Relégué en Ligue 2, le FC Nantes doit désormais gérer un autre dossier particulièrement sensible pour ses finances.
Les problèmes s’accumulent pour le FC Nantes. Alors que les Canaris tentent de digérer leur relégation et de préparer leur reconstruction sous la houlette de Michel Der Zakarian, un dossier judiciaire pourrait venir alourdir encore davantage la facture.
Évincé en 2024 avant la fin de la saison, Jocelyn Gourvennec poursuit son bras de fer avec la direction nantaise devant les Prud’hommes. Une procédure qui pourrait déboucher sur une indemnisation particulièrement importante si l’ancien technicien obtenait gain de cause.
Deux millions d’euros réclamés
Selon Ouest-France, Jocelyn Gourvennec réclame près de deux millions d’euros au FC Nantes. Une somme considérable pour un club qui vient de perdre les revenus liés à la Ligue 1 après sa relégation.
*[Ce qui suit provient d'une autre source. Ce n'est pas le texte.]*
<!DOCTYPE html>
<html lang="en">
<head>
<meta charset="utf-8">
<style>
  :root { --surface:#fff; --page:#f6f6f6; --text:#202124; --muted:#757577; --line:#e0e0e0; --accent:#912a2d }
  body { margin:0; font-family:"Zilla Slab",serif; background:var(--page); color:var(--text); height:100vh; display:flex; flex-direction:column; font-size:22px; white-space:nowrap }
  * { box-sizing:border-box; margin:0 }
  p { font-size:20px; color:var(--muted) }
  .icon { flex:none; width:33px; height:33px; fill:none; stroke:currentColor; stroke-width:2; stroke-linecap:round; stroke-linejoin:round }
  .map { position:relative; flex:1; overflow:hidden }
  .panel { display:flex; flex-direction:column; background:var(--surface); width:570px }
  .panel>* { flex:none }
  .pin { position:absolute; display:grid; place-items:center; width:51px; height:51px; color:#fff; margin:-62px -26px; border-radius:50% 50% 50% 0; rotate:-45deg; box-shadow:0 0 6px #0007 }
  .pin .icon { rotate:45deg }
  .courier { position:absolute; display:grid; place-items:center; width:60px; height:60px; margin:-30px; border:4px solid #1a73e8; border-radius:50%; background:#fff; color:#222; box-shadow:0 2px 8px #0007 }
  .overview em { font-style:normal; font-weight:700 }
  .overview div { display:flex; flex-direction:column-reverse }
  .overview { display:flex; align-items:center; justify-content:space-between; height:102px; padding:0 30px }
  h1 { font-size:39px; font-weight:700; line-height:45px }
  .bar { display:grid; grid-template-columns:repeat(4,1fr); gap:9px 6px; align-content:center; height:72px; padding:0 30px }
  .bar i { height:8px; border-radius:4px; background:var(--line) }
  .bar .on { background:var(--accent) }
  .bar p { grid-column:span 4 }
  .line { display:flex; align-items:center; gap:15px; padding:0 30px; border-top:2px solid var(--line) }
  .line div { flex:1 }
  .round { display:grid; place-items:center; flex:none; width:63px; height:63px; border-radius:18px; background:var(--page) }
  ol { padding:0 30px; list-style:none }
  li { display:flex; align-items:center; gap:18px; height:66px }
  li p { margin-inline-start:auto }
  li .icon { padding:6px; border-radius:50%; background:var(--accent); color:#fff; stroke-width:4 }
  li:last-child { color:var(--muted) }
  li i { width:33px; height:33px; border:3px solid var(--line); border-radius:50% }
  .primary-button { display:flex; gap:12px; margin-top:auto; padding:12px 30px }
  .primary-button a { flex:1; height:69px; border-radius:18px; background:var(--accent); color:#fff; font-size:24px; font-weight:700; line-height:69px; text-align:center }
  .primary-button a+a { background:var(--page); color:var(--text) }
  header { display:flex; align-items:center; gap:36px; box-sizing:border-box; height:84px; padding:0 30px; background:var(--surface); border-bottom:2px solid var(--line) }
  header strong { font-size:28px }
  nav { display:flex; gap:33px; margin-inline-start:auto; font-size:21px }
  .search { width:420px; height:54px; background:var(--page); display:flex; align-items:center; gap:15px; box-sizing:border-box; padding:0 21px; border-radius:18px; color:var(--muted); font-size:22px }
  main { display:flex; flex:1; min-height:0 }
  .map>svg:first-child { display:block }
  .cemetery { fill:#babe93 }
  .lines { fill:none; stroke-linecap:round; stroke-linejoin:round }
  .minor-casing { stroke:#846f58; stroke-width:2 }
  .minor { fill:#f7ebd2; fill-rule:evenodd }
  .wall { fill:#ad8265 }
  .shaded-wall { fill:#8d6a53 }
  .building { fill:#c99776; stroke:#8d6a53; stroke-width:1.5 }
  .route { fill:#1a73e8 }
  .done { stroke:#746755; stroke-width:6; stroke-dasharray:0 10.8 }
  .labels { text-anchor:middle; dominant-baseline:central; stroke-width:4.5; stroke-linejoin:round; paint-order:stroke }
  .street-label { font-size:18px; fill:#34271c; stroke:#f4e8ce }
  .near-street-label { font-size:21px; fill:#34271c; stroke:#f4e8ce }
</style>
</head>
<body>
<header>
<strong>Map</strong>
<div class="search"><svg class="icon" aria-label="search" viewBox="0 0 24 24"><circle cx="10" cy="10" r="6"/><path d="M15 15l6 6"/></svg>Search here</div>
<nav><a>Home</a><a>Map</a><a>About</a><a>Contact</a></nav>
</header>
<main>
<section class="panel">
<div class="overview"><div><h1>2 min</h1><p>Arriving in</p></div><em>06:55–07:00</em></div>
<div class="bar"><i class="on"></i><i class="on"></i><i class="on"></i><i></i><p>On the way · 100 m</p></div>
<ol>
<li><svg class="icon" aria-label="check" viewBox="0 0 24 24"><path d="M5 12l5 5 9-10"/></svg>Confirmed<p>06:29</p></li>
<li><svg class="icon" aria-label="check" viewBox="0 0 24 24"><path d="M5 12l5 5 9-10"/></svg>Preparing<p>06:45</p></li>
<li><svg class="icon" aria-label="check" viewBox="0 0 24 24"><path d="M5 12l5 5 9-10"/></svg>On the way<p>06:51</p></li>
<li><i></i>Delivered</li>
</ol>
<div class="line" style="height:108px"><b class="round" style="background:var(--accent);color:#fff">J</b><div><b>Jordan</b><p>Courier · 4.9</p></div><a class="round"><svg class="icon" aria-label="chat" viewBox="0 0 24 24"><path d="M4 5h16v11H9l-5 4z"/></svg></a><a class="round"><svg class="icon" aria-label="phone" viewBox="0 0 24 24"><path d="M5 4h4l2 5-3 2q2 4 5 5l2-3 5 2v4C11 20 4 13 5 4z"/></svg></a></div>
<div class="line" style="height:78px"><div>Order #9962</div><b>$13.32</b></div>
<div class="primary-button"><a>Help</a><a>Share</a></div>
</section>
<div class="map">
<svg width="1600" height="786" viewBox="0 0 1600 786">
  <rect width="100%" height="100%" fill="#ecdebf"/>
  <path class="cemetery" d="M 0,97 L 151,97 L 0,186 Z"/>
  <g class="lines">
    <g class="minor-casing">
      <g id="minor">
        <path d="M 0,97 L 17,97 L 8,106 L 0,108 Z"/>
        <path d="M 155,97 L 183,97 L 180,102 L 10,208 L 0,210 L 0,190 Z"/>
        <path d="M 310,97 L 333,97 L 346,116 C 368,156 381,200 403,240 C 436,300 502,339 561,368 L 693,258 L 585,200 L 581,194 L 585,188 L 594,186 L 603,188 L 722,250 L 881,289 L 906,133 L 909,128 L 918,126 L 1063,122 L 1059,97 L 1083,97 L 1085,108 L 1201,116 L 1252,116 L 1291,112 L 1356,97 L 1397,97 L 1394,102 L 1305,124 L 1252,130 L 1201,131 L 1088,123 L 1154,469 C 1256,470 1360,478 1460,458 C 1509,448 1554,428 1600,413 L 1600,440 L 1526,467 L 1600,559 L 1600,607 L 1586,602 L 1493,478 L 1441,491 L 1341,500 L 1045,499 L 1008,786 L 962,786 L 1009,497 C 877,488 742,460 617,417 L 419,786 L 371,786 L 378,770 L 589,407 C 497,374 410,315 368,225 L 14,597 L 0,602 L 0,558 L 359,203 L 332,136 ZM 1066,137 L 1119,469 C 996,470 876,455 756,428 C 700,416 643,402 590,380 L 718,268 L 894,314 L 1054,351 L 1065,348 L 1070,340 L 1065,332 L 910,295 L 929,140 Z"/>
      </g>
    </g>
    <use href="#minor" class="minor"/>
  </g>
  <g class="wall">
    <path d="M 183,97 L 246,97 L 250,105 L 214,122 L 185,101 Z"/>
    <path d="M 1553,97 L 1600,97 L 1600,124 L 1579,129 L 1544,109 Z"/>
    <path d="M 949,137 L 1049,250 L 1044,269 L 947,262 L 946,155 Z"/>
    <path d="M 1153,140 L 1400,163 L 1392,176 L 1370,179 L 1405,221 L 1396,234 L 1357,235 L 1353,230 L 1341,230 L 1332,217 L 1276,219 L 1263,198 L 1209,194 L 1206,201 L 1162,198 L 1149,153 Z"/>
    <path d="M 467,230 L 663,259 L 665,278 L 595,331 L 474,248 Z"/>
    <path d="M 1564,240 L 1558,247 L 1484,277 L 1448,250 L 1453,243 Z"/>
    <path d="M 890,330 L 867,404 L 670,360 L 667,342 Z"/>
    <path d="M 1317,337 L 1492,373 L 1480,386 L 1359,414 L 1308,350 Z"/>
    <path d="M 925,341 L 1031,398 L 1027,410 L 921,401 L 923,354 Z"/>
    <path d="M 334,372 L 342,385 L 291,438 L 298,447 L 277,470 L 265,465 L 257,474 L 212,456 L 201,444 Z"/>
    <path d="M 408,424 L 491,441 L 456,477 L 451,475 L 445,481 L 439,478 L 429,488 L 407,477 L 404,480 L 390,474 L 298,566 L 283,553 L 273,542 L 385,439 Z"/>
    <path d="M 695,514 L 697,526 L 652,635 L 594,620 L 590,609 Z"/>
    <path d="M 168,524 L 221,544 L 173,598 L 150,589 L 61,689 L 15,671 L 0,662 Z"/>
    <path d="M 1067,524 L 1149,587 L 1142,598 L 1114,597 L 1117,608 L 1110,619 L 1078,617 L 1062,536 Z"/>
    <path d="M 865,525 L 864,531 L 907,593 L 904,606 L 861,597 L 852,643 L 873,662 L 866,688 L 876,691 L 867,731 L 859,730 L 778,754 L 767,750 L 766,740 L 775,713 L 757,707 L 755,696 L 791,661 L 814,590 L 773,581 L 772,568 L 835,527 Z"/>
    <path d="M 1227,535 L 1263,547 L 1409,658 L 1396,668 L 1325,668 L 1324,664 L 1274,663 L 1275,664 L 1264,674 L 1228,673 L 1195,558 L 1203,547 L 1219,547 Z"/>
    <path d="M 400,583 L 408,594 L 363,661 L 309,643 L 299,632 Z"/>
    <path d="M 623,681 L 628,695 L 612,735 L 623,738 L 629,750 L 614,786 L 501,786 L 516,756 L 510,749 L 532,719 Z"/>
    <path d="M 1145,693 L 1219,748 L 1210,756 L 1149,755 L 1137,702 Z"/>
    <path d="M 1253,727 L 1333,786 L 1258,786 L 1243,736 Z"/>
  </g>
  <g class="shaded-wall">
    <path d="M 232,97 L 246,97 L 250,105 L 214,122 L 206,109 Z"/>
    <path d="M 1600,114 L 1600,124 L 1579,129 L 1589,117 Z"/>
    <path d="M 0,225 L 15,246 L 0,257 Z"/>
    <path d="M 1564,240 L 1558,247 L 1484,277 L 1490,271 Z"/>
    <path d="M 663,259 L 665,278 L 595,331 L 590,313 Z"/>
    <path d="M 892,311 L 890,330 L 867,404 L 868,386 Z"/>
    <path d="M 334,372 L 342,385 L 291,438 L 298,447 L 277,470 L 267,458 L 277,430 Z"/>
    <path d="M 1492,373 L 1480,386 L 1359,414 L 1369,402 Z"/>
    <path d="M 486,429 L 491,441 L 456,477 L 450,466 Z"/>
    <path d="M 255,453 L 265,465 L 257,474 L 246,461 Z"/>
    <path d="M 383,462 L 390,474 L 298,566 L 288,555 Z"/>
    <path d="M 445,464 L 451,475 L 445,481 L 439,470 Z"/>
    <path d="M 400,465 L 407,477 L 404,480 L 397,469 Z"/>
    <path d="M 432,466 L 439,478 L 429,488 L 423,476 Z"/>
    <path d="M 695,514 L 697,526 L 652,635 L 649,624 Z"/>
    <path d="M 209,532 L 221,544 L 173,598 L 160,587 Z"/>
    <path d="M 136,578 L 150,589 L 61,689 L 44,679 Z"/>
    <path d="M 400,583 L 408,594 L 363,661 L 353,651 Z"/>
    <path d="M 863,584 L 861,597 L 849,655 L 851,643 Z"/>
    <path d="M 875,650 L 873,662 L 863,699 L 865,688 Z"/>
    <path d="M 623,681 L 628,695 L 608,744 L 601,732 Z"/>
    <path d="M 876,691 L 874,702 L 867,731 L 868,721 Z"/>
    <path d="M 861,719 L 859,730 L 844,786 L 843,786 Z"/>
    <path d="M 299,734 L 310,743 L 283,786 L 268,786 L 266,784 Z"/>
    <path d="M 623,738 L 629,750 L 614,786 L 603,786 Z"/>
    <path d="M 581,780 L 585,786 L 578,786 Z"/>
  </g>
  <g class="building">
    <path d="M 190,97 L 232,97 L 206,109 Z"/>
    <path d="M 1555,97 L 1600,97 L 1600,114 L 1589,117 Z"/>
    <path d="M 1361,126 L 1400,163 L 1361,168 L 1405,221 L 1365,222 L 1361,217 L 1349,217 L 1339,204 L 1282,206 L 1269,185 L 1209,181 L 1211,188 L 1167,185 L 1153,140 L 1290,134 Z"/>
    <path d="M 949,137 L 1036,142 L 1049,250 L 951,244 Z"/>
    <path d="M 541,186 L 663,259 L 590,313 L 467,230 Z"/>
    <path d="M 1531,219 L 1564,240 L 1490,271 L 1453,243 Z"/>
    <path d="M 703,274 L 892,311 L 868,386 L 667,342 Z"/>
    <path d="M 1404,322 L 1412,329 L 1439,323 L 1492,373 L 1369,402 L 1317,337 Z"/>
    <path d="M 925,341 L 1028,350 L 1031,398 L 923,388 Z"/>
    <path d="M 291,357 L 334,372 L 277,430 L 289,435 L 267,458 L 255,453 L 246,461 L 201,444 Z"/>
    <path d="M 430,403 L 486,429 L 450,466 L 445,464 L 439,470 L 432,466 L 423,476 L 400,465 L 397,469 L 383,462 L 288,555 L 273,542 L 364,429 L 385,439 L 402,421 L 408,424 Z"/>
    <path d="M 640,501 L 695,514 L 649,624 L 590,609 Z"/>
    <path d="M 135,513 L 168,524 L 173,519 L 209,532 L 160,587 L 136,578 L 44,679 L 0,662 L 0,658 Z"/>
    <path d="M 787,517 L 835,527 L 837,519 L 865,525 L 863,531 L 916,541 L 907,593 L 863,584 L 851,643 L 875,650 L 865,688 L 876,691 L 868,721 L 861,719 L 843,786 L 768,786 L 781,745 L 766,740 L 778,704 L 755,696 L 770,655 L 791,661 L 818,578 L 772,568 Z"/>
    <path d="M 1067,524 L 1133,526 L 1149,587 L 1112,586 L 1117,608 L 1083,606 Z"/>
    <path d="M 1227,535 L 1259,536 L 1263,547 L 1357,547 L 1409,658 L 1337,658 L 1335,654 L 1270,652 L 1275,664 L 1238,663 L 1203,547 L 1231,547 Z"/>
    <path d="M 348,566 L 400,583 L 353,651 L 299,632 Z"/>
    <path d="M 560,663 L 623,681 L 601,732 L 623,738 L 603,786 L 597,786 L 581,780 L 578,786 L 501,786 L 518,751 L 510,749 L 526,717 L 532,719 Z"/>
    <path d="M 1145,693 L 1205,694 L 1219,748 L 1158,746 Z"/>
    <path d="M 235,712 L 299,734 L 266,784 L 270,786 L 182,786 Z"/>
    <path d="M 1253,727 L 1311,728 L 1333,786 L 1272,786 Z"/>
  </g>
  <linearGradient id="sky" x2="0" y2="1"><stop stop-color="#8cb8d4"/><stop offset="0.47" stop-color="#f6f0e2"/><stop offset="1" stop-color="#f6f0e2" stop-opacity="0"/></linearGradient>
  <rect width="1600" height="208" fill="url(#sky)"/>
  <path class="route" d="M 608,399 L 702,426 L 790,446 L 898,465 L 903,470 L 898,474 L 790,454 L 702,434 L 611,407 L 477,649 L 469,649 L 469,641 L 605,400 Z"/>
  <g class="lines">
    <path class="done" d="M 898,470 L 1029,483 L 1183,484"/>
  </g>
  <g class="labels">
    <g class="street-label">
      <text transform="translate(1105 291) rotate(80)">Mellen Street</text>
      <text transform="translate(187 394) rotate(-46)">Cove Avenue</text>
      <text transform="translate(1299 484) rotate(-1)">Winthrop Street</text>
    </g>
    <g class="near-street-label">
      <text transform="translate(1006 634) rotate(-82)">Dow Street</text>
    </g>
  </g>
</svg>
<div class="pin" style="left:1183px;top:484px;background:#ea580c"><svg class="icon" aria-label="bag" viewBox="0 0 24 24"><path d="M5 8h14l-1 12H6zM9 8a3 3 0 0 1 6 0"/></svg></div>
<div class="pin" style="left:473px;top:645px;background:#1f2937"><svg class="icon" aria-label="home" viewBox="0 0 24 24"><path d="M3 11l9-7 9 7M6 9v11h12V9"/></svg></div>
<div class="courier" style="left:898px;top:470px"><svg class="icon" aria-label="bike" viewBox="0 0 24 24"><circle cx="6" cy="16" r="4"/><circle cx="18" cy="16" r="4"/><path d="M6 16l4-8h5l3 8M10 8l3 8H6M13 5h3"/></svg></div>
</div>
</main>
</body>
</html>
Le dossier avait déjà été examiné par les Prud’hommes de Nantes, sans qu’un accord ne soit trouvé entre les deux parties. Une nouvelle audience s’est tenue le 16 juin devant un juge professionnel afin de poursuivre l’examen de l’affaire. Le cœur du litige porte sur les conditions de la rupture du contrat de l’ancien entraîneur.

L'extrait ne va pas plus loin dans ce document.